Cette fresque à connotation pornographique et humoristique (scène de partouze chez les super héros), qui existe dans cet internat depuis une dizaine d’années, avait été lors d’une soirée d’information sur la Loi Santé agrémentée de bulles de bandes dessinées.

Il pouvait être lu : « TIENS, LA LOI SANTE !!!! » « PRENDS LA BIEN PROFOND » « TU DEVRAIS T’INFORMER UN PEU », le tout énoncé par les super-héros (trois hommes, une femme) entourant une Super Woman apparemment très investie. Ces mots sont importants, ils confirment les explications des internes et autres praticiens hospitaliers (hommes et femmes) : la scène avait été modifiée par les phylactères pour représenter les internes« baisés » par la Loi de Santé, et le « TU DEVRAIS T’INFORMER UN PEU » tombait comme un avertissement !

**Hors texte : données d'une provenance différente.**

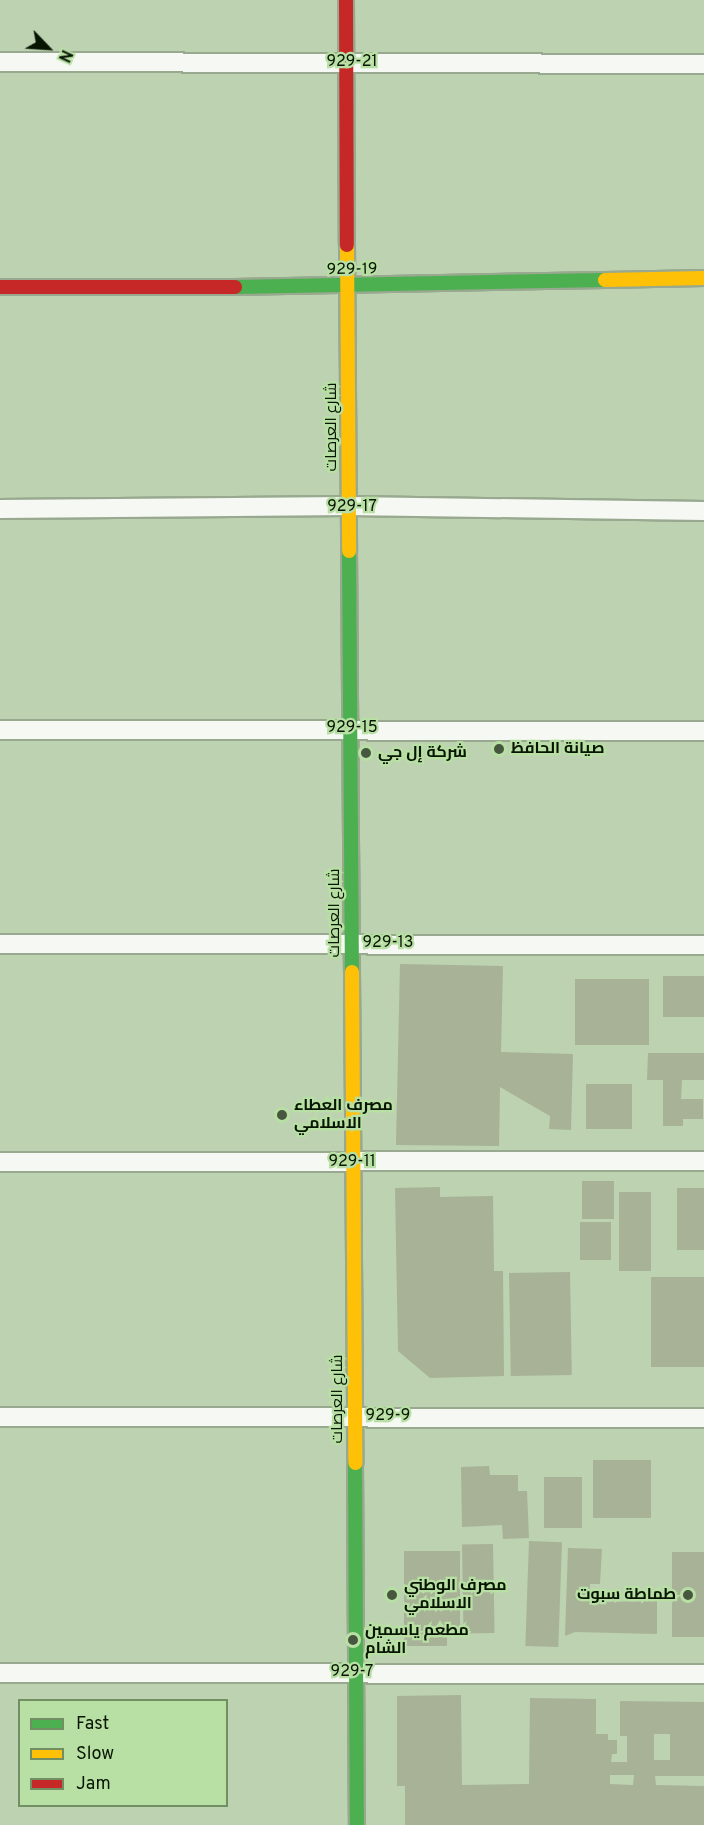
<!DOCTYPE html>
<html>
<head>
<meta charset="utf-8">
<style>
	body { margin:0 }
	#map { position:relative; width:704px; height:1825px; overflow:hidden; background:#bcd2b1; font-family:Overpass,Cairo,sans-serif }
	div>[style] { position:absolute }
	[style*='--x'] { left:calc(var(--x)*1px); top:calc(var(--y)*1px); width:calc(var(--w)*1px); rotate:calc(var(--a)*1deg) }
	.building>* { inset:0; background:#a7b297; transform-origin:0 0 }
	.roads { filter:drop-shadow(2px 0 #98a98f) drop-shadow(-2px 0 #98a98f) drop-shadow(0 2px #98a98f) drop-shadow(0 -2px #98a98f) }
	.street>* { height:18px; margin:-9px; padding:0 9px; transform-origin:9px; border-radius:9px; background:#f5f8f3 }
	.fast>* { height:14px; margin:-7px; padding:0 7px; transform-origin:7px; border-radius:7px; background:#4caf50 }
	.slow>* { height:14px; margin:-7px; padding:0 7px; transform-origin:7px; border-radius:7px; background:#ffc107 }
	.jam>* { height:14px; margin:-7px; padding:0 7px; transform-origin:7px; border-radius:7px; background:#c62828 }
	.dots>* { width:16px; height:16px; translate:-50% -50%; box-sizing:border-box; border:3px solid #b8dfa4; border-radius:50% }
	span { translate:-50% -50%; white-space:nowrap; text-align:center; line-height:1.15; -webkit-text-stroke:4.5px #b8dfa4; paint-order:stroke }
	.street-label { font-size:16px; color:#081502 }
	.poi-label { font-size:16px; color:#081502; font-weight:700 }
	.left { translate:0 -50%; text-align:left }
	.right { translate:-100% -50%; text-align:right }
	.legend { position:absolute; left:18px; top:1699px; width:210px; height:108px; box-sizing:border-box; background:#b8dfa4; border:2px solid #728e63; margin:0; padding:8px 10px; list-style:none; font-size:18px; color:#081502 }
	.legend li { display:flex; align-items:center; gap:12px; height:30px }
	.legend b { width:30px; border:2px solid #728e63 }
	.north { position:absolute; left:18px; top:18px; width:60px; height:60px; -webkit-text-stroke:4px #b8dfa4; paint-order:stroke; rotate:115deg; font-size:16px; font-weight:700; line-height:24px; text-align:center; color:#081502 }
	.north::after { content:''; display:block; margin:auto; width:21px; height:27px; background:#081502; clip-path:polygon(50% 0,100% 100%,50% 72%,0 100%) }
</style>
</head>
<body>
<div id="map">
	<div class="building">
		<div style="clip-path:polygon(400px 964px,503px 966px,501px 1052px,573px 1054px,571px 1130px,549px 1129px,550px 1116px,500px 1087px,499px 1146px,396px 1145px)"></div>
		<div style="left:663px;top:976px;width:41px;height:41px"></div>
		<div style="left:649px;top:979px;width:66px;height:74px;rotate:90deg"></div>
		<div style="clip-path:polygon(648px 1053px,704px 1053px,704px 1080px,682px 1080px,681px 1099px,703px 1099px,703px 1119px,683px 1119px,683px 1126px,663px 1126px,663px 1080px,647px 1080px)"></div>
		<div style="left:586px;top:1084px;width:46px;height:45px"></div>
		<div style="left:582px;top:1181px;width:32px;height:38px"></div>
		<div style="clip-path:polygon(440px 1187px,440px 1197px,493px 1196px,494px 1271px,503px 1271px,504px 1376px,430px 1378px,398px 1351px,395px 1188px)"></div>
		<div style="left:704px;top:1188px;width:62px;height:27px;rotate:90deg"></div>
		<div style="left:651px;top:1192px;width:79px;height:32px;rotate:90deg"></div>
		<div style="left:580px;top:1222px;width:31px;height:38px"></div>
		<div style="left:570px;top:1272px;width:103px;height:61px;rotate:89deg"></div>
		<div style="left:651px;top:1277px;width:53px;height:90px"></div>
		<div style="left:651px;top:1460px;width:58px;height:58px;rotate:90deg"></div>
		<div style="clip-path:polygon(489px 1466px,490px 1475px,518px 1475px,518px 1491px,527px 1491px,529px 1538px,503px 1539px,502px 1525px,462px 1527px,461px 1467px)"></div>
		<div style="left:544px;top:1477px;width:38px;height:51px"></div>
		<div style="left:529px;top:1541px;width:33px;height:105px;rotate:2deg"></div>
		<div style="left:493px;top:1544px;width:89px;height:31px;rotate:89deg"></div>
		<div style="clip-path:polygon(568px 1548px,602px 1549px,600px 1584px,590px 1584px,590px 1593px,595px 1593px,596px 1602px,657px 1601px,657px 1634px,575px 1632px,565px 1636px)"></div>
		<div style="clip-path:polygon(404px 1551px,460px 1551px,460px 1637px,447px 1636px,447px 1646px,404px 1646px)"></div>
		<div style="left:672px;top:1552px;width:32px;height:85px"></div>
		<div style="clip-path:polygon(evenodd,461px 1695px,462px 1785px,529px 1784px,530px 1698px,596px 1699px,596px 1734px,608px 1734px,608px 1740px,617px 1740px,617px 1754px,612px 1754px,611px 1762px,627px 1762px,627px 1736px,620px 1736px,620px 1701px,704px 1702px,704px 1776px,655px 1776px,656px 1785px,704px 1786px,704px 1825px,405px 1825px,405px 1786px,397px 1786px,397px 1696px,461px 1695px,654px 1734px,670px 1734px,670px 1760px,654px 1760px,654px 1734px,461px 1695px,610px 1775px,634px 1775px,633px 1785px,610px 1784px,610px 1775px)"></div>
	</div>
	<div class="roads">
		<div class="street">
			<div style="--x:0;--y:62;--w:704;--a:0.16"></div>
			<div style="--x:0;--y:509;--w:349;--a:-0.5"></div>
			<div style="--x:349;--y:506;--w:355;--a:0.8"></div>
			<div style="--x:0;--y:730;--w:704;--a:0.08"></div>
			<div style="--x:0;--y:944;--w:704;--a:0.08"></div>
			<div style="--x:0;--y:1162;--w:704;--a:-0.08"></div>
			<div style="--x:0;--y:1417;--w:704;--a:0.08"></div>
			<div style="--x:0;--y:1673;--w:704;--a:0.08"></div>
		</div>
		<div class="fast">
			<div style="--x:235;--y:287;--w:370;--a:-1.1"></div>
			<div style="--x:349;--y:551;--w:421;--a:89.6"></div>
			<div style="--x:355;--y:1463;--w:362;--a:89.7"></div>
		</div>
		<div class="slow">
			<div style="--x:347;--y:245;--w:306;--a:89.6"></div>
			<div style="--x:605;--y:280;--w:99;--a:-1.2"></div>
			<div style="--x:352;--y:972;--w:491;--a:89.6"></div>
		</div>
		<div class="jam">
			<div style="--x:346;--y:0;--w:245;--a:89.8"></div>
			<div style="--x:0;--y:287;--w:235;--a:0"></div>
		</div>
	</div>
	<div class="dots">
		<div style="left:499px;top:749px;background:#47573f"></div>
		<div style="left:366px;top:753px;background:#47573f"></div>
		<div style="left:282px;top:1115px;background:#47573f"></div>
		<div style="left:392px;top:1595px;background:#47573f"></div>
		<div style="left:688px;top:1595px;background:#47573f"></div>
		<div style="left:353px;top:1640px;background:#47573f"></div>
	</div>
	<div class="street-label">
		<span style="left:352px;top:62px">929-21</span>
		<span style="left:352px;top:270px;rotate:-1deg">929-19</span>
		<span style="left:332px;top:427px;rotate:-90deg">شارع العرصات</span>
		<span style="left:352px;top:507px">929-17</span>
		<span style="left:352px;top:728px">929-15</span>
		<span style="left:335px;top:913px;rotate:-90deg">شارع العرصات</span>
		<span style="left:388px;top:943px">929-13</span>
		<span style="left:352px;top:1162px">929-11</span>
		<span style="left:338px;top:1399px;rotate:-90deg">شارع العرصات</span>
		<span style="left:388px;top:1416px">929-9</span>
		<span style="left:352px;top:1672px">929-7</span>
	</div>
	<div class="poi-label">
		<span class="left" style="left:511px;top:749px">صيانة الحافظ</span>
		<span class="left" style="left:378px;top:753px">شركة إل جي</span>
		<span class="left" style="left:294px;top:1115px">مصرف العطاء<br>الاسلامي</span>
		<span class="left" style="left:404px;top:1595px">مصرف الوطني<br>الاسلامي</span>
		<span class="right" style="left:676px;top:1595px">طماطة سبوت</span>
		<span class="left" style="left:365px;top:1640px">مطعم ياسمين<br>الشام</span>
	</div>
	<ul class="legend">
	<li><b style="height:8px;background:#4caf50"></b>Fast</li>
	<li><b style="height:8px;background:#ffc107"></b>Slow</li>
	<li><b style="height:8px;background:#c62828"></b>Jam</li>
	</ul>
	<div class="north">N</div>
</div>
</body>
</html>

Dès le dimanche après-midi la twittosphère s’animait, la photo étant reprise par certains confrères qui s’offusquaient de la violence de cette fresque et de l’image dégradante que celle-ci renvoyait de la gent féminine. Nous étions là dans la confrontation d’idées et la publication même de la photographie de cette fresque hors les murs de la salle de garde faisait débat…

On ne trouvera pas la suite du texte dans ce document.